When Fi was in its early days, a lot of Fi users found this out the hard way and were pissed about it. People who'd been using Voice, maintaining a separate Voice #, and who wanted to keep it that way. Who DIDN'T want that number suddenly tied to a/their cell phone.
(Hint: Create a separate browser profile (not just a Google account, but an actual separate profile under its own sub-directory). Sign up for a different Gmail/Google account. Use one account for Google Voice, and the other for Google Fi. Don't accidentally cross-pollinate.)
I want to get off Google products for many reasons, but the main reason is becoming that I can't trust them to listen to users.
How long have you been working on it? What's the exit strategy look like? How big is the team currently?
I noticed that your blog hasn't updated in over two years, while I recognize that making blog posts is time-consuming, when it comes to software that just gives the feeling that the author has abandoned the project. Maybe consider linking to an area you still frequent?
Based on https://gitlab.com/ossguy/sgx-catapult/commits/master and https://gitlab.com/ossguy/jmp-fwdcalls/commits/master it looks like I've been working on JMP's codebase for a little over 13 months now. Prior to that I worked on JMP's precursor (see https://github.com/ossguy/sopranica - also called "Phase 0"), which started about 4 years ago, and was more part-time.
Since I and a lot of my friends depend on JMP for their everyday communication, I'm not really interested in "exiting". If the project were to be sold, it would have to be to someone who cared about keeping the software free and open source, and who wanted to keep it on a federated network. I suspect going public would be a bad idea, because most of the public (i.e. investors) doesn't(/don't) care about JMP's values.
We publish an update on JMP and related projects every 1-2 months. We recently started using Mailman so you can find the past couple updates at https://soprani.ca/cgi-bin/mailman/listinfo/jmp-news and signup if you like. For day-to-day updates, you can join our group chat at https://firstname.lastname@example.org (more options for joining are at https://jmp.chat/#support , including directly from your XMPP client). That's where the majority of project-related communication happens.
And if that happens, likely someone will setup another instance and keep the same service running. That's another great advantage of JMP over Google Voice: all the code is free and open source, so anyone is free to run their own instance if they like. In fact, you could run your own instance right from the start and then be in complete control of whether JMP keeps working for you.

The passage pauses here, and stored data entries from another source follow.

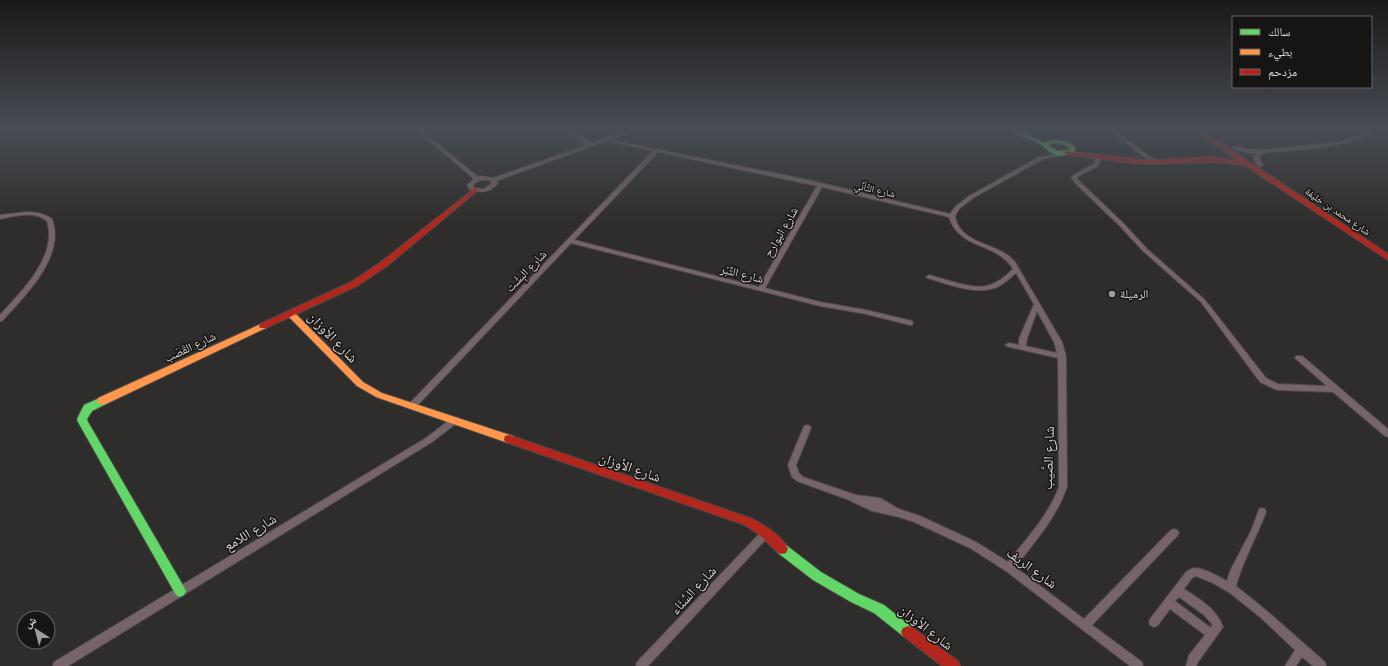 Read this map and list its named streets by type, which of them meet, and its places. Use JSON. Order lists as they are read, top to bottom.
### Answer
{
  "streets": {
    "main road": ["شارع محمد بن خليفة", "شارع الأوزان", "شارع القَصَب"],
    "street": [
      "شارع التَّأنِّي",
      "شارع البوارح",
      "شارع البِشْت",
      "شارع التِّبْر",
      "شارع الصَّيب",
      "شارع اللامع",
      "شارع الريف",
      "شارع السَّنَاء"
    ]
  },
  "crossings": [
    ["شارع التَّأنِّي", "شارع البوارح"],
    ["شارع التَّأنِّي", "شارع الصَّيب"],
    ["شارع البوارح", "شارع التِّبْر"],
    ["شارع البِشْت", "شارع التِّبْر"],
    ["شارع البِشْت", "شارع الأوزان"],
    ["شارع الأوزان", "شارع القَصَب"],
    ["شارع الأوزان", "شارع اللامع"],
    ["شارع الأوزان", "شارع السَّنَاء"],
    ["شارع القَصَب", "شارع اللامع"],
    ["شارع الصَّيب", "شارع الريف"]
  ],
  "places": ["الرميلة"],
  "legend": ["سالك", "بطيء", "مزدحم"],
  "north": "top left"
}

Now we've had a dozen renames and replacements, XMPP is long gone, and what's left is an almost unusable mess. Add to that the dozens of people I once had connected on Adium (from memory most on Google talk) are now strewn across loads of different chat apps.
These days I'm texting more again! This really isn't the future I expected.
A while back one member of our group got tired of the 8 person running group thread we have and suggested moving to something "better". The group unanimously shot it down because we don't want to download new apps, create new accounts, then inevitably have to migrate to the brand new flashy service in 3 months.
For context, we're all late 20s/early 30s.
Edit: Actually, I believe SMS is still superior because it works even without a data connection. We spend enough time camping, skiing, attending huge sporting events, etc. any of those other services would be a significant downgrade.
And even if it were enough, a Spanish user won't pay 2 or 4 € for something that they can get for free. In fact when Whatsapp had the idea of charging a symbolic amount and suspended access to some accounts due to not paying, people started switching to Telegram en masse (Telegram even went down due to that), then they gave back access and abandoned the idea of charging.
Either install 27 apps or decide enough is enough. I've had just about enough until one can aggregate like Adium used to.